_Task item_: Every line from the one containing "width:36px; height:36px; display:grid;" to the one containing "display:grid; place-items:center; width:26px;" in the records below, both included, must be set down exactly, and no other line.

Start of The data

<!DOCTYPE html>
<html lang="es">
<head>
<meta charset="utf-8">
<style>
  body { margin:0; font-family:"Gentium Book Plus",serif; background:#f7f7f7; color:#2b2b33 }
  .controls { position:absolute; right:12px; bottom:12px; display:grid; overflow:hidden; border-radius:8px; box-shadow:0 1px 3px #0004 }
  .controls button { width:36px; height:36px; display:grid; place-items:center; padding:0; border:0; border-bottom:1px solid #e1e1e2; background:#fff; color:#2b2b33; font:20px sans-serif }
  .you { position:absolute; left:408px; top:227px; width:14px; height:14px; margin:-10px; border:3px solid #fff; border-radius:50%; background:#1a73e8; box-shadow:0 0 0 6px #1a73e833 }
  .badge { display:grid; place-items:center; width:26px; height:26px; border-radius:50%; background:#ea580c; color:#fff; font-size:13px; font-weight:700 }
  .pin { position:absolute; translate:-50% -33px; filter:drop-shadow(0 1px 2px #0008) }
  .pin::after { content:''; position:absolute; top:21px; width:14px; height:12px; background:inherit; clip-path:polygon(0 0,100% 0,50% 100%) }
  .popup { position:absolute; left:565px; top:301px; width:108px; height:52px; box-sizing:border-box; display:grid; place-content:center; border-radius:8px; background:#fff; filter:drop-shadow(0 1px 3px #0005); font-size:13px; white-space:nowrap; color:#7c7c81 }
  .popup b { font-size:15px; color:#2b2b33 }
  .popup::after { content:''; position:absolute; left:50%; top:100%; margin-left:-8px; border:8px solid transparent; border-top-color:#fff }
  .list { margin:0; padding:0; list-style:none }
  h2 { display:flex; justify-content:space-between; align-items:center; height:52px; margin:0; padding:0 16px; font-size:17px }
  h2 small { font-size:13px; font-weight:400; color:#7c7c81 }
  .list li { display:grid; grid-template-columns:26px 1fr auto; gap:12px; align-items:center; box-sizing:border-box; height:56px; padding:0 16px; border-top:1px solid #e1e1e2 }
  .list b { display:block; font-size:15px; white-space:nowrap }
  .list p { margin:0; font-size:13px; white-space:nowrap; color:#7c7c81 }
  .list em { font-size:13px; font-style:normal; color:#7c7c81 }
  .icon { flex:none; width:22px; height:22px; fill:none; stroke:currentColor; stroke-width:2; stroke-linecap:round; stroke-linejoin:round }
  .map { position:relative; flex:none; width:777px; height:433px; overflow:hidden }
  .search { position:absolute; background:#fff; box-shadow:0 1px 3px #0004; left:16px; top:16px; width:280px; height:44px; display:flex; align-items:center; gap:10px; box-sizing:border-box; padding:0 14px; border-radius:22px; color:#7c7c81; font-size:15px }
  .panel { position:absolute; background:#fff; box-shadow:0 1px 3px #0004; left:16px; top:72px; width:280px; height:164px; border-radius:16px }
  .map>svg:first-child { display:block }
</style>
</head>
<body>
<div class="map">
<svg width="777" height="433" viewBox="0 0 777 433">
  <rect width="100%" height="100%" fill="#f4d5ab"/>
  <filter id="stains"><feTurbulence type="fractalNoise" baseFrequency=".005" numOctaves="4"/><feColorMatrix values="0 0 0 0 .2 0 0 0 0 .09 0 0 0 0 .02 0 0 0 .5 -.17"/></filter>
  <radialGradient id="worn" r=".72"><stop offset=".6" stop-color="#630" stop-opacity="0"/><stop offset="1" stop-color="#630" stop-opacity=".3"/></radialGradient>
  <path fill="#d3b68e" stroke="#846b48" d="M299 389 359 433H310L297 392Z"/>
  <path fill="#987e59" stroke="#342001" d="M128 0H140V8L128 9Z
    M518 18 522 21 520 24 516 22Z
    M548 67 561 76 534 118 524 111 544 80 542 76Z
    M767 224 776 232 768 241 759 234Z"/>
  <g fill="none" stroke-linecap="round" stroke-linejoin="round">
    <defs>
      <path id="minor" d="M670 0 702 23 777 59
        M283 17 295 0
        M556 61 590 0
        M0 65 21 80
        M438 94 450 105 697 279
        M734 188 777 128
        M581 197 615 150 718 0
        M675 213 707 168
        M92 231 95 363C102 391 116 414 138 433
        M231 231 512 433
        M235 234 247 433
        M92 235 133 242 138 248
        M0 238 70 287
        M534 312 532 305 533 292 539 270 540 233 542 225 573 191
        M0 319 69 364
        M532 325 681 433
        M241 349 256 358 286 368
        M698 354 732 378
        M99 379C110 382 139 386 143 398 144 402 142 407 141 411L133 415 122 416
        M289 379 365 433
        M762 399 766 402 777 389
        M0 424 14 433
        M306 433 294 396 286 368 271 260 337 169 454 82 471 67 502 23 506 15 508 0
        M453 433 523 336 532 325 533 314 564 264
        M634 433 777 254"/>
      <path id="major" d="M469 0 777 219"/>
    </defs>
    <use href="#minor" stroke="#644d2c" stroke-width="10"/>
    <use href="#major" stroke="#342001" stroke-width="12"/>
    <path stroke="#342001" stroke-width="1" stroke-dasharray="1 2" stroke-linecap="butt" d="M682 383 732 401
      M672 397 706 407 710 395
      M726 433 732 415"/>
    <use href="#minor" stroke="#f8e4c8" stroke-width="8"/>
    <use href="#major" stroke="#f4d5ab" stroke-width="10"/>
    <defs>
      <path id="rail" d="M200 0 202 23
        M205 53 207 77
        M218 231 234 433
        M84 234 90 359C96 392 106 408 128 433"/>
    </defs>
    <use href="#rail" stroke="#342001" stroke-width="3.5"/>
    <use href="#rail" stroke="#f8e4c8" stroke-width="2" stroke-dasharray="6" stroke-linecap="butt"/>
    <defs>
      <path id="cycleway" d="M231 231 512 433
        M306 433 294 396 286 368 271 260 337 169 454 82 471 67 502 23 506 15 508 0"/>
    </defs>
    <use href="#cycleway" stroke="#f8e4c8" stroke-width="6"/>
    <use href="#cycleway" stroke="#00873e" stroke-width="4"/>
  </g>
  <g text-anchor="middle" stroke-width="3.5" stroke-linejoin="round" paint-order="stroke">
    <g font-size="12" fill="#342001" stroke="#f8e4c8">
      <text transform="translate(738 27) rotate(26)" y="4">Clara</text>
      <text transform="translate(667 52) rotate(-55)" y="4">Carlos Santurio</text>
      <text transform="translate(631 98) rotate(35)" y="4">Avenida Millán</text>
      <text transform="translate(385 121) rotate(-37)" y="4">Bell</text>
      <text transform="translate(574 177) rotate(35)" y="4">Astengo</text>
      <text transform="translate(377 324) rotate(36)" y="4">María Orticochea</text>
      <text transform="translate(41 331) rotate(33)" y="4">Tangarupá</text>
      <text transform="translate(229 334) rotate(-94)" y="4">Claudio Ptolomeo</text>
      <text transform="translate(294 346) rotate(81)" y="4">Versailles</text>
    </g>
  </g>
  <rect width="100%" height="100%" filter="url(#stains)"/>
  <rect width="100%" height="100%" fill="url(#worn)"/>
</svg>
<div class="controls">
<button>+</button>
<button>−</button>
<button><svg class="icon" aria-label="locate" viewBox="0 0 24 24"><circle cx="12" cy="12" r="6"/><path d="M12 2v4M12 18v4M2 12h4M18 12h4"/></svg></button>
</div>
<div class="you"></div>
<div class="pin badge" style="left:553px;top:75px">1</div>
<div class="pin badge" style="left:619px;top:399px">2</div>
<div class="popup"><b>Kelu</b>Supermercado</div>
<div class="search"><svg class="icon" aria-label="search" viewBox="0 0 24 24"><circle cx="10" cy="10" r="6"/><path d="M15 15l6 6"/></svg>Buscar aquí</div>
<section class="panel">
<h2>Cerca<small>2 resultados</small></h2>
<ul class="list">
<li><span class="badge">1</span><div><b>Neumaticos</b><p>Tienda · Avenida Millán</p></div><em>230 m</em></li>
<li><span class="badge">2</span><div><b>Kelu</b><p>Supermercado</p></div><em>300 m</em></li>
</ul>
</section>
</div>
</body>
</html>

End of The data
Start of The data

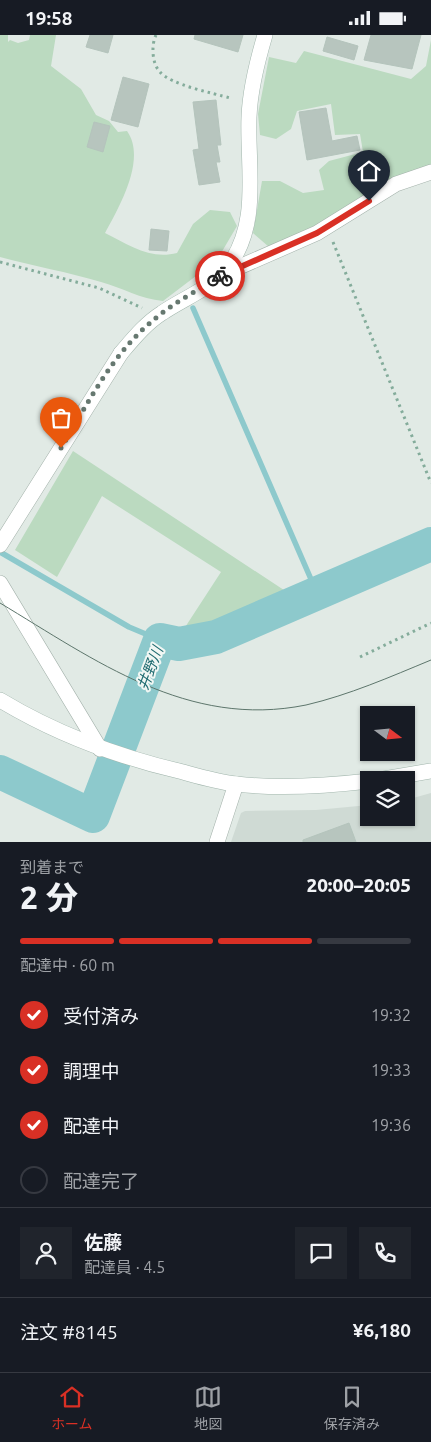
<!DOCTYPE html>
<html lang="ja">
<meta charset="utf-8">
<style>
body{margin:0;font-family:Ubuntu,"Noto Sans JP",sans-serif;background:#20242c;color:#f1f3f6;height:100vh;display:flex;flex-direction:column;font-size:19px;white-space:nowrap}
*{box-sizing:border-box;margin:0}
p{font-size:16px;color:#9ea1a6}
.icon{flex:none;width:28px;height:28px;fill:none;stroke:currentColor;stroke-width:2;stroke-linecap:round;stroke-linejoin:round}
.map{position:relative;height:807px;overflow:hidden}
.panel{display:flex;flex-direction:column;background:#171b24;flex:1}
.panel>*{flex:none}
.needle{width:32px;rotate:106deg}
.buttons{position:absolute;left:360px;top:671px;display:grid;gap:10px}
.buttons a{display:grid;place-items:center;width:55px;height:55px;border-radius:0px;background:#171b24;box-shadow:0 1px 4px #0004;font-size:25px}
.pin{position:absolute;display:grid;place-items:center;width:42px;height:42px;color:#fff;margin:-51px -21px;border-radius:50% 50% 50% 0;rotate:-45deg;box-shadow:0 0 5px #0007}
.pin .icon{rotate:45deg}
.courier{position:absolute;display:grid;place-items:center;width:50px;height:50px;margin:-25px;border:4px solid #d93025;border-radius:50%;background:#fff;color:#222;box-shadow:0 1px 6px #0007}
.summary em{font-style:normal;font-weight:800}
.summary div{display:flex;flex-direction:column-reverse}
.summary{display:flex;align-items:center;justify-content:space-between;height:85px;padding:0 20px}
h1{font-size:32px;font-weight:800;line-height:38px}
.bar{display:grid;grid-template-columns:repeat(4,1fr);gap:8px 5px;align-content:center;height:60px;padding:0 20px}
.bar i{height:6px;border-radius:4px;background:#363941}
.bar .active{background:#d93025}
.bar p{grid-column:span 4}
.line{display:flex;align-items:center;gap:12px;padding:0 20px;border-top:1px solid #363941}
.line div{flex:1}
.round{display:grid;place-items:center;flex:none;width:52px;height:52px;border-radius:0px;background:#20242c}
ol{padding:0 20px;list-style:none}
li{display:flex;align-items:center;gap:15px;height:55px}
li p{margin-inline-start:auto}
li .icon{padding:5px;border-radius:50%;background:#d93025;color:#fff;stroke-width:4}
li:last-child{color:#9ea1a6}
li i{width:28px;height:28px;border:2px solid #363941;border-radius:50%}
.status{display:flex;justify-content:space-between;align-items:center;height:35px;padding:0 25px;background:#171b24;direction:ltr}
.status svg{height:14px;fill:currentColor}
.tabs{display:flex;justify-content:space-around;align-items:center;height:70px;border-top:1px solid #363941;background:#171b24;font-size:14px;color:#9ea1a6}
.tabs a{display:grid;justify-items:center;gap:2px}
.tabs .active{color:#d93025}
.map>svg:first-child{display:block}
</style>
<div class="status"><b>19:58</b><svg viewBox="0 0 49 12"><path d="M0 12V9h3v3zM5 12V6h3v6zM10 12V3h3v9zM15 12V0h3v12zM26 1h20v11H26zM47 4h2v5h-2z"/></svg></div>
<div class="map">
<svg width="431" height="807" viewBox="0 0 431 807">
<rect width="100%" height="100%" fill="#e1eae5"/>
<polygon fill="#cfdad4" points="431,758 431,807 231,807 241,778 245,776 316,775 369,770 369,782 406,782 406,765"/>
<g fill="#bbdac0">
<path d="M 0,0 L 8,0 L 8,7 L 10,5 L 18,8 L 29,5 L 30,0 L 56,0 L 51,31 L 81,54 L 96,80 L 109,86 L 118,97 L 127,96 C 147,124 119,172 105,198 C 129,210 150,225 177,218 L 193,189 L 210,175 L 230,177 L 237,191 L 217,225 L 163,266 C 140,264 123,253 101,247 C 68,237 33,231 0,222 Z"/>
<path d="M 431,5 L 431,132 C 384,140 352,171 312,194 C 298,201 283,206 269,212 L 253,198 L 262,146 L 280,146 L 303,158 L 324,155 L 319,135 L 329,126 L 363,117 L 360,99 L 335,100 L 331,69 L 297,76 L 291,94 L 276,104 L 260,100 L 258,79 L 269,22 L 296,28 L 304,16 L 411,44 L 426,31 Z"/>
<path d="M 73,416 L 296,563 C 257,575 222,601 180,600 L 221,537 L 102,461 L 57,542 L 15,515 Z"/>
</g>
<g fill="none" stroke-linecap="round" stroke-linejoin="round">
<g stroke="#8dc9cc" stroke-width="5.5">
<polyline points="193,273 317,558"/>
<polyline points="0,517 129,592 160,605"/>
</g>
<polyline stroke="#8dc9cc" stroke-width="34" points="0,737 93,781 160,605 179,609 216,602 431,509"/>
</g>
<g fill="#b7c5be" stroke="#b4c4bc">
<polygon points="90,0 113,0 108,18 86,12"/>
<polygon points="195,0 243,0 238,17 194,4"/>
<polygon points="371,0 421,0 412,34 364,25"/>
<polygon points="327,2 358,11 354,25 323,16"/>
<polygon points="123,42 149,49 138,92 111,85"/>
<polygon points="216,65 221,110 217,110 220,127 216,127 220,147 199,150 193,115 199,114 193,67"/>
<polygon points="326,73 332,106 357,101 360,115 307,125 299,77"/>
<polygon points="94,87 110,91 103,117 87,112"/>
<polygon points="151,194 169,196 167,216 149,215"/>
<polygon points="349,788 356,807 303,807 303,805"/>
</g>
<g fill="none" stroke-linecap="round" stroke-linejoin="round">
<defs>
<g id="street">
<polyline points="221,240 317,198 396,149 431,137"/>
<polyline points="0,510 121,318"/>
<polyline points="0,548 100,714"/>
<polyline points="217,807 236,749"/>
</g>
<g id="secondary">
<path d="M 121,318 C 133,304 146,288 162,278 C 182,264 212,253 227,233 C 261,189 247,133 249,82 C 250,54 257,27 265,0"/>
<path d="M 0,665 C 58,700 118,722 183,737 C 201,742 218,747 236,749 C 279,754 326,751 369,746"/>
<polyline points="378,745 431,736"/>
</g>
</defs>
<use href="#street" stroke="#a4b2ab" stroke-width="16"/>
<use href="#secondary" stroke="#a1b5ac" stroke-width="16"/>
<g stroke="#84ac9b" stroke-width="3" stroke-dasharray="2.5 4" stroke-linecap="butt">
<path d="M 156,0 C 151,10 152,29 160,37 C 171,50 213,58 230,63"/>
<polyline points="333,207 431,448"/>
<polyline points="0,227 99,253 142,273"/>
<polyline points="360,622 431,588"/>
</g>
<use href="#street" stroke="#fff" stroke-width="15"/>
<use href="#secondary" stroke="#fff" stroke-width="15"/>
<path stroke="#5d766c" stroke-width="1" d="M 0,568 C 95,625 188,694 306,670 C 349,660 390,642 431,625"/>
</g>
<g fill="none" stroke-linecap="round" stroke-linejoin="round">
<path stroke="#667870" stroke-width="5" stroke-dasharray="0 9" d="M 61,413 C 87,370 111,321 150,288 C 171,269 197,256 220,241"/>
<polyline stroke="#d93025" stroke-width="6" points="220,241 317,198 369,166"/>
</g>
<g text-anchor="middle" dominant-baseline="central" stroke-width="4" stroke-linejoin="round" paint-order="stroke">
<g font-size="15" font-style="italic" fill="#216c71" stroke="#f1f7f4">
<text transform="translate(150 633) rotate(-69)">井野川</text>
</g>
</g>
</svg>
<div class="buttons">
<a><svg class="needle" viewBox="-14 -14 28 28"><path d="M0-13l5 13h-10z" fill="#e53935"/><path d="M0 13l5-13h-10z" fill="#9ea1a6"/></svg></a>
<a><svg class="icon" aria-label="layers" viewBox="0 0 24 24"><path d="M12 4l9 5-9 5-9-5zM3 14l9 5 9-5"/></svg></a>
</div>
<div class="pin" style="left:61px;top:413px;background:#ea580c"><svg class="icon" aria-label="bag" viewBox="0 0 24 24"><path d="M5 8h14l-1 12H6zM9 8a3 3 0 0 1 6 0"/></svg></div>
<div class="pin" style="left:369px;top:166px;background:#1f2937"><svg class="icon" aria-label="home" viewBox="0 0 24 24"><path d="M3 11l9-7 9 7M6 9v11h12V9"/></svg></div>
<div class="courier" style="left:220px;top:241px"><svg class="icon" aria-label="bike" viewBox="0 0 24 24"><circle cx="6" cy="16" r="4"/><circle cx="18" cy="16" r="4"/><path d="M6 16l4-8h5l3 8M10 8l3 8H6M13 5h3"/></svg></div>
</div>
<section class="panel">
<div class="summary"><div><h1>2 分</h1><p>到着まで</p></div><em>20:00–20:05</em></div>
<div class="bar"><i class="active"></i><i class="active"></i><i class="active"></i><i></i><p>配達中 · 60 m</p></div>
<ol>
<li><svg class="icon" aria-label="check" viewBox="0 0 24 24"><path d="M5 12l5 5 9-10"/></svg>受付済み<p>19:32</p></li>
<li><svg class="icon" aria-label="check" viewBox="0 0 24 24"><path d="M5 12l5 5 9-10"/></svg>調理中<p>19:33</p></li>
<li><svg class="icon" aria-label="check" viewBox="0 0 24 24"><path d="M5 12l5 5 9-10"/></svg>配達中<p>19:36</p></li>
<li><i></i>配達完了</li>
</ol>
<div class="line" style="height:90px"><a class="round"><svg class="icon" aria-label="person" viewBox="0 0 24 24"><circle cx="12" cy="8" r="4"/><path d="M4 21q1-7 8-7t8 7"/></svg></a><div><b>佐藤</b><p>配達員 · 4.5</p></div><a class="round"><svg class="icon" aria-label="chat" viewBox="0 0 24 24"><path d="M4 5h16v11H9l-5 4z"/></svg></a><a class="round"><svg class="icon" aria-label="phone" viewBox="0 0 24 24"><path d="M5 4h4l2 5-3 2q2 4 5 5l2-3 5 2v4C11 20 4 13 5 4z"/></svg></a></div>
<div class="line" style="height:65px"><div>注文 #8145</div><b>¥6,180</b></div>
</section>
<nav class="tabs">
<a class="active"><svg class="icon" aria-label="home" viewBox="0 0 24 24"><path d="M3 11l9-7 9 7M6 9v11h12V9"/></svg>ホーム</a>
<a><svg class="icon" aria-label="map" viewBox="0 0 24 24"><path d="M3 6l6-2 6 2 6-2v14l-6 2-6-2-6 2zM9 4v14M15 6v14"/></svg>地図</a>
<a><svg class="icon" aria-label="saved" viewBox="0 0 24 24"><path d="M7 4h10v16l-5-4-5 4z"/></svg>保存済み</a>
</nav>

End of The data

_Solution to the exercise_:
  .controls button { width:36px; height:36px; display:grid; place-items:center; padding:0; border:0; border-bottom:1px solid #e1e1e2; background:#fff; color:#2b2b33; font:20px sans-serif }
  .you { position:absolute; left:408px; top:227px; width:14px; height:14px; margin:-10px; border:3px solid #fff; border-radius:50%; background:#1a73e8; box-shadow:0 0 0 6px #1a73e833 }
  .badge { display:grid; place-items:center; width:26px; height:26px; border-radius:50%; background:#ea580c; color:#fff; font-size:13px; font-weight:700 }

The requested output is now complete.